What to produce: Read the records below. Copy each line where the string "stream" occurs.

Data under study:
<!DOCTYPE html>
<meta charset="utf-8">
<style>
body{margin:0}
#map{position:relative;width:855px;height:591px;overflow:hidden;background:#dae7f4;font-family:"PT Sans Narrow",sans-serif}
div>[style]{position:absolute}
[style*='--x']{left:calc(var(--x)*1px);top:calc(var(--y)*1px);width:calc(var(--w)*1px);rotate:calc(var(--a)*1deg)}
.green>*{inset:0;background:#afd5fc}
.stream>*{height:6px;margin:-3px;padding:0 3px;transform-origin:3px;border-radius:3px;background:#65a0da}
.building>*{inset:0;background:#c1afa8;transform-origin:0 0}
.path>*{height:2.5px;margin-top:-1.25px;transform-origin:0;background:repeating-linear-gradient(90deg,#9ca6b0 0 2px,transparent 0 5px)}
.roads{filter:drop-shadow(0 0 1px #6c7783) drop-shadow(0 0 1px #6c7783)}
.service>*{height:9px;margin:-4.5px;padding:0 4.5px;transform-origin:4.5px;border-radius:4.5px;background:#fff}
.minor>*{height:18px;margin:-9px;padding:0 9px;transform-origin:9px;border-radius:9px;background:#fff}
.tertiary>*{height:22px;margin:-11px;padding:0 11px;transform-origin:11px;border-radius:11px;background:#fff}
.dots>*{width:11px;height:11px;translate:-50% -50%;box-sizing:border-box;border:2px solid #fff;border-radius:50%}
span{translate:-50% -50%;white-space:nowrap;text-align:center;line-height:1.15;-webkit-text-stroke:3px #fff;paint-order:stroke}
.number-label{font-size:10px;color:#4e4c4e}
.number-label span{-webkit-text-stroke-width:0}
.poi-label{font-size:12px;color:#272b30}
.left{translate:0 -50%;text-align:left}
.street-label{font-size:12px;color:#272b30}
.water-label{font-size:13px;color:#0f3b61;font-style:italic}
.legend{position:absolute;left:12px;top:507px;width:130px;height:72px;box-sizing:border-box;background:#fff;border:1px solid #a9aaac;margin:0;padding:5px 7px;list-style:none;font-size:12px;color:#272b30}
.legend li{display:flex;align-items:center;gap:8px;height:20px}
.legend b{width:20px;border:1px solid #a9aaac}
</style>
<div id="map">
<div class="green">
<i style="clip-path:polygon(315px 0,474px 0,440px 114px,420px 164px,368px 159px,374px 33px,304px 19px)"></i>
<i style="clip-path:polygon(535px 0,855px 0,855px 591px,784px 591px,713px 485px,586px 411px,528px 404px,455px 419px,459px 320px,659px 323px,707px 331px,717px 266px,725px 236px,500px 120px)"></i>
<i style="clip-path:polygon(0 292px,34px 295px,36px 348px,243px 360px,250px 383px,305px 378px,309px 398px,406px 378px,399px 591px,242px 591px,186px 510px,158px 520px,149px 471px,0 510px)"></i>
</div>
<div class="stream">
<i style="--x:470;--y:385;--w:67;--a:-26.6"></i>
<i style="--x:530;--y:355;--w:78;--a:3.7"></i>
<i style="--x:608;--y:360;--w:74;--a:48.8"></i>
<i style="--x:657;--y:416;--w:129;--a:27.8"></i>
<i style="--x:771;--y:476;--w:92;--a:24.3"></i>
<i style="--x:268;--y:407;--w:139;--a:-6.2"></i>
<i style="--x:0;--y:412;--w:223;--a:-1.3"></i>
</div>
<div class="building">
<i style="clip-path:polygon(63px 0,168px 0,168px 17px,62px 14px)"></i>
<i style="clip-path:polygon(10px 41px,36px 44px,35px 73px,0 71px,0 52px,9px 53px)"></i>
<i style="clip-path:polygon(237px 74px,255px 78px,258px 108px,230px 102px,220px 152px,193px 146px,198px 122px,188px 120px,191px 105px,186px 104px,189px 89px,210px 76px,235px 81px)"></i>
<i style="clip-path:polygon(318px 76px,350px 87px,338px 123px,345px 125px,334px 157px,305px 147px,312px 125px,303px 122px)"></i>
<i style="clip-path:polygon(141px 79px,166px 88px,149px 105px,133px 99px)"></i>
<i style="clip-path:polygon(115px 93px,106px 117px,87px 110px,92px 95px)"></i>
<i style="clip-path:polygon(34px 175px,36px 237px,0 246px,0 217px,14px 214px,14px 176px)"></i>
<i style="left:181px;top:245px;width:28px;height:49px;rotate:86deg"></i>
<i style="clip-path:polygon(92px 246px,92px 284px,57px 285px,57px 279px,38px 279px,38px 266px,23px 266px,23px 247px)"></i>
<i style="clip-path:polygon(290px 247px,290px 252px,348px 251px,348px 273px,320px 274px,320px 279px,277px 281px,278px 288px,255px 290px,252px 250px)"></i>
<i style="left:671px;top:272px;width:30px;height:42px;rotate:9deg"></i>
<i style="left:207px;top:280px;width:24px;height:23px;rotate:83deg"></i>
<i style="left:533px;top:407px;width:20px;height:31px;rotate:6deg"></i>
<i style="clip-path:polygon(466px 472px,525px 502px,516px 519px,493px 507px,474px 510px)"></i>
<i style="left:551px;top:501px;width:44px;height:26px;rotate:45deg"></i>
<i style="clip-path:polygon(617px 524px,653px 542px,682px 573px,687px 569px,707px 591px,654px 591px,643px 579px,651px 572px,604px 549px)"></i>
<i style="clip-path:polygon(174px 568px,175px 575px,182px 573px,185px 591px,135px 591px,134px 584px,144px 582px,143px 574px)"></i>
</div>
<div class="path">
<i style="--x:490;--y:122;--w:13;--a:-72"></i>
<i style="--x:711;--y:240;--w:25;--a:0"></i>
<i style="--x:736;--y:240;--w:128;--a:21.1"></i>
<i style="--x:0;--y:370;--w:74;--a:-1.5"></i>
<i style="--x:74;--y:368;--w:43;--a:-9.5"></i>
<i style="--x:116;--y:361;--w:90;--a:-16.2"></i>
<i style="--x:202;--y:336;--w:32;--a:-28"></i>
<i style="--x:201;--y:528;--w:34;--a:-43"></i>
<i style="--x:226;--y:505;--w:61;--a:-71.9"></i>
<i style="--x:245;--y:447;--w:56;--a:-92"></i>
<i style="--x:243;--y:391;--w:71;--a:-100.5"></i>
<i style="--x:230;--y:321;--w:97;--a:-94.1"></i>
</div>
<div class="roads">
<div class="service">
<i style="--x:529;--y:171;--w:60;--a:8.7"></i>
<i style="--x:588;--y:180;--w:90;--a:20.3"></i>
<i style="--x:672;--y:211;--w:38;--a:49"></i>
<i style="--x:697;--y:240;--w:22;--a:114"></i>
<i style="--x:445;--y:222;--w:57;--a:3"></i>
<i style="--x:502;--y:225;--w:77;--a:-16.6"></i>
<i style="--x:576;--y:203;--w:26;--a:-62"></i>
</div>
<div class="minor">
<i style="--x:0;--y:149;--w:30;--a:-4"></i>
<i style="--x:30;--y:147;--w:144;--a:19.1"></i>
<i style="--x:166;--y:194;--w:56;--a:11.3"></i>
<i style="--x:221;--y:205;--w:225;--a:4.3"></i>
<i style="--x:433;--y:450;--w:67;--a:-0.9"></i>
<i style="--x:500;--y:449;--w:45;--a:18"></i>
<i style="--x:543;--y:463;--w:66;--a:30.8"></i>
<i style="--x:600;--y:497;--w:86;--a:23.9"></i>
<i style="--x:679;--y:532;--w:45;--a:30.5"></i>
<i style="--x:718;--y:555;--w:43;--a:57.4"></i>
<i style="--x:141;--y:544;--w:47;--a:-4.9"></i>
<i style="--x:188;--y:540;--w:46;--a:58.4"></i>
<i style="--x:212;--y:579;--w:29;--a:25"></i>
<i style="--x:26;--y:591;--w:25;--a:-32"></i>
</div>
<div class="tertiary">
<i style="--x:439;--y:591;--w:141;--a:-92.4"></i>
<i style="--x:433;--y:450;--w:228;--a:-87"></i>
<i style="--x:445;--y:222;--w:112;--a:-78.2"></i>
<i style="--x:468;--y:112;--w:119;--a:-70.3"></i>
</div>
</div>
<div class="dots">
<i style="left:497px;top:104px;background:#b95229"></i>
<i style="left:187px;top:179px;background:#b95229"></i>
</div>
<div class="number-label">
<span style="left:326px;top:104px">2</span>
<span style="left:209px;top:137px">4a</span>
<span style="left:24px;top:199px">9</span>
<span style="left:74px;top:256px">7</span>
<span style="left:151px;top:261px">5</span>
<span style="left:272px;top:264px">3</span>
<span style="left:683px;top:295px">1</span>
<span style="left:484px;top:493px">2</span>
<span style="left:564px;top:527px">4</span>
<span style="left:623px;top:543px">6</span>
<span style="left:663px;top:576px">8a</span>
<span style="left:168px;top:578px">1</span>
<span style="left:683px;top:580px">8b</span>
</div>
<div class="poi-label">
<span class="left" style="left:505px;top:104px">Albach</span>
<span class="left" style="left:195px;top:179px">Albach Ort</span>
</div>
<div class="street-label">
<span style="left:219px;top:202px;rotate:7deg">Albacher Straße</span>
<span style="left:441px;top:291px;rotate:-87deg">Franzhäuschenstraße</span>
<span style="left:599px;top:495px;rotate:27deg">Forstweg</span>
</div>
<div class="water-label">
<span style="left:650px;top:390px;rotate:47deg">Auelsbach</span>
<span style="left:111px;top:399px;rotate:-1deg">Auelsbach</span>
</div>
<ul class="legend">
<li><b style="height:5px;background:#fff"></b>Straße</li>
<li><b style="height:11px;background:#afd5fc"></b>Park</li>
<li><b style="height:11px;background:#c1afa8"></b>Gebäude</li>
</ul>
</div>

Task solution:
.stream>*{height:6px;margin:-3px;padding:0 3px;transform-origin:3px;border-radius:3px;background:#65a0da}
<div class="stream">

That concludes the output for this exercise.